The letter describes how the employer pays a quarterly bonus based on the employee’s straight-time rate and an annual qualification bonus based on the journey straight-time rate. The quarterly bonus consists of:
- 15 percent of the employee’s contractual straight-time hourly rate for each hour a straight-time rate is earned;
- 5 percent (1.5 x 15 percent) of the employee’s contractual straight-time hourly rate for each hour an overtime rate (time-and-one-half) is earned; and
- 75 percent (1.25 x 15 percent) of the employee’s contractual straight-time hourly rate for each hour of a double-time rate is earned.
The annual bonus is 1 percent of the journey straight-time hourly rate for 2,080 hours.
The employer calculates the weekly regular rate of pay without including the quarterly or annual bonus earnings. Instead, the employer retrospectively calculates the weekly regular rate for the bonus period to include the bonus earnings and pays the difference in overtime compensation. In making this recalculation for the quarterly and annual bonuses, the employer averages the bonus earnings across the workweeks of the quarterly or annual bonus period, instead of using the actual bonus earnings in a given workweek.
For the annual bonus, the DOL explains that the employer should calculate the regular rate for each workweek in the bonus period, after paying the annual bonus; and then pay the overtime compensation due on the annual bonus. However, the employer does not need to include the annual bonus in the regular rate of pay calculation until the employer can determine the weekly amount of bonus at the end of the bonus period. In making the recalculation, the employer must retrospectively include those exact proportionate amounts in the regular rate for each workweek.
For the quarterly bonuses, the employer doesn’t need to recalculate the regular rate of pay for each workweek in the bonus period because a 15 percent bonus of the employee’s straight-time and overtime wages would simultaneously include all overtime compensation due on the bonus as an “arithmetic fact.”

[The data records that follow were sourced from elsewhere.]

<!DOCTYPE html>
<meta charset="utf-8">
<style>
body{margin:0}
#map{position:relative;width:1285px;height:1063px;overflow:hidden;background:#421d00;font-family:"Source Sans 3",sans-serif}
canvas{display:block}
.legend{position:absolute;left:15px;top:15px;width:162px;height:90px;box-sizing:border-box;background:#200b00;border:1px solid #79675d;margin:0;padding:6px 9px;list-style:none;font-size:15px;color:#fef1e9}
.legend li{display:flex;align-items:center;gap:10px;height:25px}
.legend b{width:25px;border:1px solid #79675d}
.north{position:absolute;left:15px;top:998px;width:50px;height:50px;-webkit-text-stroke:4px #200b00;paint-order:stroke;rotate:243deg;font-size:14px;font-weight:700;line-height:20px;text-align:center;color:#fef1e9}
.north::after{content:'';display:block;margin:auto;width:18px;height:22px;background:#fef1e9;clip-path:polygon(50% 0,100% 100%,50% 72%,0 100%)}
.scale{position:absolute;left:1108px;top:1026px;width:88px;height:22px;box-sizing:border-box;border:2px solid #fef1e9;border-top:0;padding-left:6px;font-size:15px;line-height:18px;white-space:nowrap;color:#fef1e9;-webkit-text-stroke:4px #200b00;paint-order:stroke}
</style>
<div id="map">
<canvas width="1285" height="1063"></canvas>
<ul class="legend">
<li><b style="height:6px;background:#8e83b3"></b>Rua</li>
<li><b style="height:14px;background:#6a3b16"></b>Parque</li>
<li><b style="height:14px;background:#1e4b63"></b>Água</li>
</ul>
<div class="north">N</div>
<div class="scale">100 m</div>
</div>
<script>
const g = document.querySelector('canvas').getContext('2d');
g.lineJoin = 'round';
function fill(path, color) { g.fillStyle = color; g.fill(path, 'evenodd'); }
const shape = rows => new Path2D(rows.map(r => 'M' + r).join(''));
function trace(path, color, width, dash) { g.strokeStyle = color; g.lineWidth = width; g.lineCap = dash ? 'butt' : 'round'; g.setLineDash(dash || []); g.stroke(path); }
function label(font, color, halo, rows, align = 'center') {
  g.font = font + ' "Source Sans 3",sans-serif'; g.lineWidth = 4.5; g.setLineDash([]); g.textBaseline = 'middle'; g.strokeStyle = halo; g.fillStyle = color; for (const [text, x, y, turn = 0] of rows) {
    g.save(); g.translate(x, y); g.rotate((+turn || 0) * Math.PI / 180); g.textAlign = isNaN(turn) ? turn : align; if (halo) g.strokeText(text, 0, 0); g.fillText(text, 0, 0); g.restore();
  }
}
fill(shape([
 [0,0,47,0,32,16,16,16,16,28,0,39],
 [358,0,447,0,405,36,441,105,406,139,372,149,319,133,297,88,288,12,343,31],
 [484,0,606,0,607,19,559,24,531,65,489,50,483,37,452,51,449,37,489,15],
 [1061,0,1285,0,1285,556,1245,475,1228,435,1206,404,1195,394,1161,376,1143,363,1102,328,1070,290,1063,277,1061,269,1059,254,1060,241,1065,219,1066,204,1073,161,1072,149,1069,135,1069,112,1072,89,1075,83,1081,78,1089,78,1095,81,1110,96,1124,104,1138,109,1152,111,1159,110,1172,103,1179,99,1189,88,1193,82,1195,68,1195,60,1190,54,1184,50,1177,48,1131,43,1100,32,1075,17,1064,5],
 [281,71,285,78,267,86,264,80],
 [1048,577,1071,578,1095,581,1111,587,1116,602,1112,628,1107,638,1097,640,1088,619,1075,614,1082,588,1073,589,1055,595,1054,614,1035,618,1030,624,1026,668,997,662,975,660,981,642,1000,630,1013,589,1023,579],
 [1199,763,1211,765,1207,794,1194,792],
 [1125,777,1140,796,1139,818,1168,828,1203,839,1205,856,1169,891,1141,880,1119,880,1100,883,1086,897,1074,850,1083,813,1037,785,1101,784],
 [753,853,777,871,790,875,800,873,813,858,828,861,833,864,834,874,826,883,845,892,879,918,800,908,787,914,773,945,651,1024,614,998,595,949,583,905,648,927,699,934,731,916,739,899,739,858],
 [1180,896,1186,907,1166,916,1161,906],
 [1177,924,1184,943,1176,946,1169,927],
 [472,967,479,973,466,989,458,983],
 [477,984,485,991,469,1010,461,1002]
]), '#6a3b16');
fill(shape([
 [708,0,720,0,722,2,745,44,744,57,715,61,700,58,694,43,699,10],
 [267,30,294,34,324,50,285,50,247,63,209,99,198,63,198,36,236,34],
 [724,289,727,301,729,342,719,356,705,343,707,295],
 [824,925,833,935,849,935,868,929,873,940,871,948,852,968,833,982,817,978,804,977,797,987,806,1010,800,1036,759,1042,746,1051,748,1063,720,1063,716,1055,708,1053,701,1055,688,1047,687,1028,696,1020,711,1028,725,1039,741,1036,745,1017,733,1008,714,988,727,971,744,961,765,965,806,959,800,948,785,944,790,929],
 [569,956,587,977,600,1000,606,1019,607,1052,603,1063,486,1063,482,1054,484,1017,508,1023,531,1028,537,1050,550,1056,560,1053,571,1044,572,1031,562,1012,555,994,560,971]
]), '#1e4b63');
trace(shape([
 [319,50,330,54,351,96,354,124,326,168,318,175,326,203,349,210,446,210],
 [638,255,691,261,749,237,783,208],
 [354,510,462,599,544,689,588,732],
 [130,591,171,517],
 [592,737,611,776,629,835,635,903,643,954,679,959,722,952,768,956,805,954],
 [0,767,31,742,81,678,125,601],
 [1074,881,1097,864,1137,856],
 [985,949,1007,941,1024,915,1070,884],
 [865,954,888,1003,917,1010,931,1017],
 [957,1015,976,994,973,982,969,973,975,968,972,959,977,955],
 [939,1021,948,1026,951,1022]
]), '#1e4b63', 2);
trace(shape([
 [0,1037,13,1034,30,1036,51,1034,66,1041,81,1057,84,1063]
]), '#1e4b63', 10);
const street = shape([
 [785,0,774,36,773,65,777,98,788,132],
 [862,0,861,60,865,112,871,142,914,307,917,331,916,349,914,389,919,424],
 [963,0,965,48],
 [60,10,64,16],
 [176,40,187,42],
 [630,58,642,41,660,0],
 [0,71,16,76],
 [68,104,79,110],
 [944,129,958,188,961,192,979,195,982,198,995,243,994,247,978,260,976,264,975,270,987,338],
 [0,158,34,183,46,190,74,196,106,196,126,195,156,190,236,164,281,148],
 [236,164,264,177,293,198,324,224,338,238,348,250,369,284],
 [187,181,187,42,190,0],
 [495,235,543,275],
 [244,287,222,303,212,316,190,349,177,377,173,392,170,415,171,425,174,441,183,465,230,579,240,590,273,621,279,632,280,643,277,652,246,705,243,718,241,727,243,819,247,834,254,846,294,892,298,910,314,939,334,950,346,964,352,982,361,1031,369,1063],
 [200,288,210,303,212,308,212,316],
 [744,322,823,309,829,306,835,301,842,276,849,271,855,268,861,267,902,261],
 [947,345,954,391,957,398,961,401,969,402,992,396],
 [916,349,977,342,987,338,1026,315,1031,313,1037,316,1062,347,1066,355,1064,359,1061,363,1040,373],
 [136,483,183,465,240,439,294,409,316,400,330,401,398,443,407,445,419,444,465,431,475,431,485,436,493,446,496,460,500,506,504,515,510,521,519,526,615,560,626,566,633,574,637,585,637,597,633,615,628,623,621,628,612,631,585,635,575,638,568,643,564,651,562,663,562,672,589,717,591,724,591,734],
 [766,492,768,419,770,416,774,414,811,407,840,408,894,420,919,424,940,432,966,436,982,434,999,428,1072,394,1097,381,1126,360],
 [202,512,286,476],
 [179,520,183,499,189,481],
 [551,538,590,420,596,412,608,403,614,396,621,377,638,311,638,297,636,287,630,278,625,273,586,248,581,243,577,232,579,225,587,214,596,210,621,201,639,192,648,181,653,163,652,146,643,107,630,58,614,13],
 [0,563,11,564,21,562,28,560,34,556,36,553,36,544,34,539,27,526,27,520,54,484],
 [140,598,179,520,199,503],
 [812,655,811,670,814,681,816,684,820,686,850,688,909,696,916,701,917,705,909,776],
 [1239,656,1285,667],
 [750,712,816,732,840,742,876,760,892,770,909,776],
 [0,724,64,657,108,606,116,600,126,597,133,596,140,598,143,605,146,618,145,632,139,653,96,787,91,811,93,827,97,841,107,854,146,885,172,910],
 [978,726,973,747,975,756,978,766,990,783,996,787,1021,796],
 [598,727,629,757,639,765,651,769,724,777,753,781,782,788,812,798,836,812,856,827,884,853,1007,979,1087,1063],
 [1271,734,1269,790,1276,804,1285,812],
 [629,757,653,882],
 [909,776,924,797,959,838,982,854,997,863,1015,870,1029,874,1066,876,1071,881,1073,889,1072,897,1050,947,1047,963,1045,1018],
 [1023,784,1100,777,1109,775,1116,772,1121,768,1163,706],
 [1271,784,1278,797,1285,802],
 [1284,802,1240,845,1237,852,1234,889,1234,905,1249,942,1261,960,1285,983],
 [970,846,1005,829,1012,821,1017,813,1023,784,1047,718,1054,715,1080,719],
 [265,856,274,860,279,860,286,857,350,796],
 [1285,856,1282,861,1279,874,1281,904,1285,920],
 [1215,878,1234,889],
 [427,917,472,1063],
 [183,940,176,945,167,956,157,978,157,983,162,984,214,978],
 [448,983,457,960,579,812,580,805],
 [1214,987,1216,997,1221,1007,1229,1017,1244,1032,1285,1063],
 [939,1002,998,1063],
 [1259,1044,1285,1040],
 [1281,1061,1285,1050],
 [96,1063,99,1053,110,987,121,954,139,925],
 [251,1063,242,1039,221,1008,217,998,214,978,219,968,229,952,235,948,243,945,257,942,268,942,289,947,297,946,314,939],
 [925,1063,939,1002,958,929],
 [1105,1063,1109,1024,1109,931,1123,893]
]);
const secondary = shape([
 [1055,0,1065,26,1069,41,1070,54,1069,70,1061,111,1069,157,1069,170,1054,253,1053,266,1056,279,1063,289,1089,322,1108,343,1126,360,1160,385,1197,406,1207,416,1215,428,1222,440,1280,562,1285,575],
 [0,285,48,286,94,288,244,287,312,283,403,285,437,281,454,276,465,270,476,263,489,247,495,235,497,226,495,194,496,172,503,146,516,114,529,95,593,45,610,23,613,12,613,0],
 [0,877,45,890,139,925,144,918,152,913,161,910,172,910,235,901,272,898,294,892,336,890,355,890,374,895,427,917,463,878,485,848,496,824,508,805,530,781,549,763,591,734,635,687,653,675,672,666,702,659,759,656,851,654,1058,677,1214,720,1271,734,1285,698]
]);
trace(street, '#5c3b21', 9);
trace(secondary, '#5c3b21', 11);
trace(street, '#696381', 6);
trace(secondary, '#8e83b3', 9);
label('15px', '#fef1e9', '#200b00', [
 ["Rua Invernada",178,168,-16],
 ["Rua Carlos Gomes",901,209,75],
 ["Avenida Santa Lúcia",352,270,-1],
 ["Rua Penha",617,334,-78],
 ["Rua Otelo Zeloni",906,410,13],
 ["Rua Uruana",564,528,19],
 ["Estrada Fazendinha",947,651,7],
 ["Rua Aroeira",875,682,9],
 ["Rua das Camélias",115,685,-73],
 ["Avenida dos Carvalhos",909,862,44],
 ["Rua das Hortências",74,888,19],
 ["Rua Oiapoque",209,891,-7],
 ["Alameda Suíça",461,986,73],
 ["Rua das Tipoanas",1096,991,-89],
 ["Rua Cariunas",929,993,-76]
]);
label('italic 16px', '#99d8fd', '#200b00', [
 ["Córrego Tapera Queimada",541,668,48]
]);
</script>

Although this opinion letter is very fact-specific, it may provide some guidance to similarly situated employers subject to the Fair Labor Standards Act (FLSA) with comparable pay practices).
In California, the payment of a nondiscretionary bonus to nonexempt employees is included in the regular rate of pay. According to the Division of Labor Standards Enforcement (DLSE) Enforcement Policies and Interpretations Manual (Sec 49.2.4), the exact method for calculating overtime on a nondiscretionary bonus depends on whether it is a:
- Flat-sum bonus (e.g., $300 for continuing work through the end of the season); or
- Production bonus, which is “based on a percentage of production or some formula other than a flat amount [which] can be computed and paid with the wages for the pay period to which the bonus is applicable.”
If you use a flat-sum bonus, note that the California Supreme Court approved the DLSE method of calculating the regular rate of pay when a flat-sum bonus is involved, which requires employers to divide the employee’s bonus by nonovertime hours worked (not by the total hours worked). This provides the per-hour value of the bonus, which is multiplied “using 1.5, not 0.5, as the multiplier for determining the employer’s overtime rate” for time and half. Use 2.0 as the multiplier for double time.
Employers who offer their employees nondiscretionary bonuses should evaluate their practices for providing such bonuses, especially when calculating regular rate of pay.